GARY — Octave Chanute made history when he flew his 35-pound gliding machine 360 feet in 14 seconds on the beaches of Miller in 1896, well before Wilbur and Orville Wright flew Kittyhawk.

The exact replica of Octave’s history-making glider being erected Saturday at the Miller Aquatorium, made of steel and weighing in at 1,550 pounds, should last a lot longer, said one of its builders.

“For the most part, we’re hoping this glider will last 25 to 30 years,” said Shannon Smith, a Crown Point man who built the replica with his brother, Sean Smith, and other workers at Kids Stuff Play Systems in Gary.

“It was laborious,” Shannon Smith said. “It took 10 months of my life.”

The work was commissioned by the Aquatorium Society and will be dedicated at the Miller site as part of a weekend of fundraisers by the society.

With attendees offered box lunches, crews will raise the glider and install it atop a 25-foot metal pole in the Chanute courtyard of the aquatorium.

“It’s kind of unbelievable,” said George Rogge, longtime president of the society. “I didn’t think we could really, really build a plane out of steel. In fact, I’m surprised it looks as good as it does.”

Society members have been planning the glider for years, but it raised the last of the funds last year. They kept the $40,000 pricetag relatively low with donations like steel from Steel City, the pole from Great Lakes Signs and especially with free help from internationally recognized structural engineer Mark Stern, Rogge said.

“How do these things happen? Because it’s Miller,” he said. “We have just about every type of expert you ever wanted to find here in Miller, and they’re all willing to do something for the good of the community.”

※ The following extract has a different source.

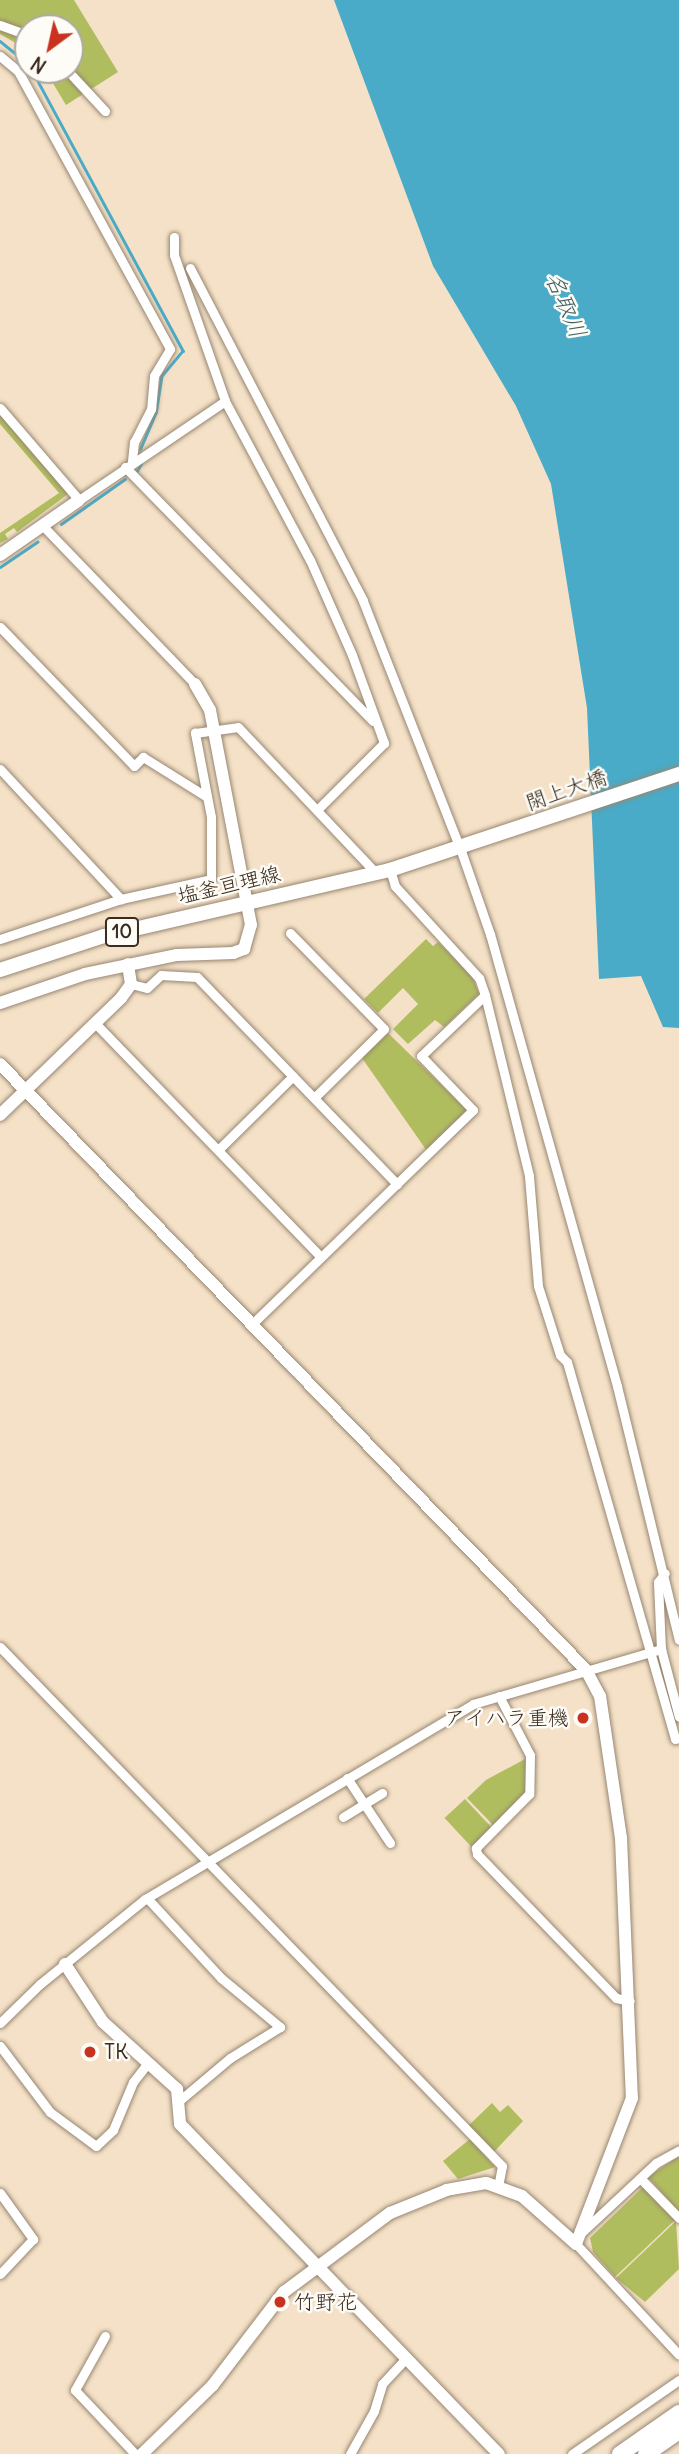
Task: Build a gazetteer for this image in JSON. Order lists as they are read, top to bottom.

Sean Smith, one of the builders, said he expects the glider to be a hit.

“I think for the community, I think they’ll like it,” he said “It was a unique project, a challenge. When you take something from late 1800s and you don’t have a lot of schematics, blueprints to go off, you’re really winging it.”

Along with comments from dignitaries, dedication ceremony attendees can watch crews lift the glider onto the metal pole, as long as weather forecasts for thunderstorm and high winds do not materialize, Rogge said.

Along with the dedication, the society will host a lecture by aviation expert Tom Crouch, former curator of the Smithsonian Air Space Museum in Washington D.C., an annual meeting and fundraiser at the aquatorium Saturday night.

Also, Chanute expert Simine Short will meet guests and sell copies of her books, and posters specially designed for the weekend will be available.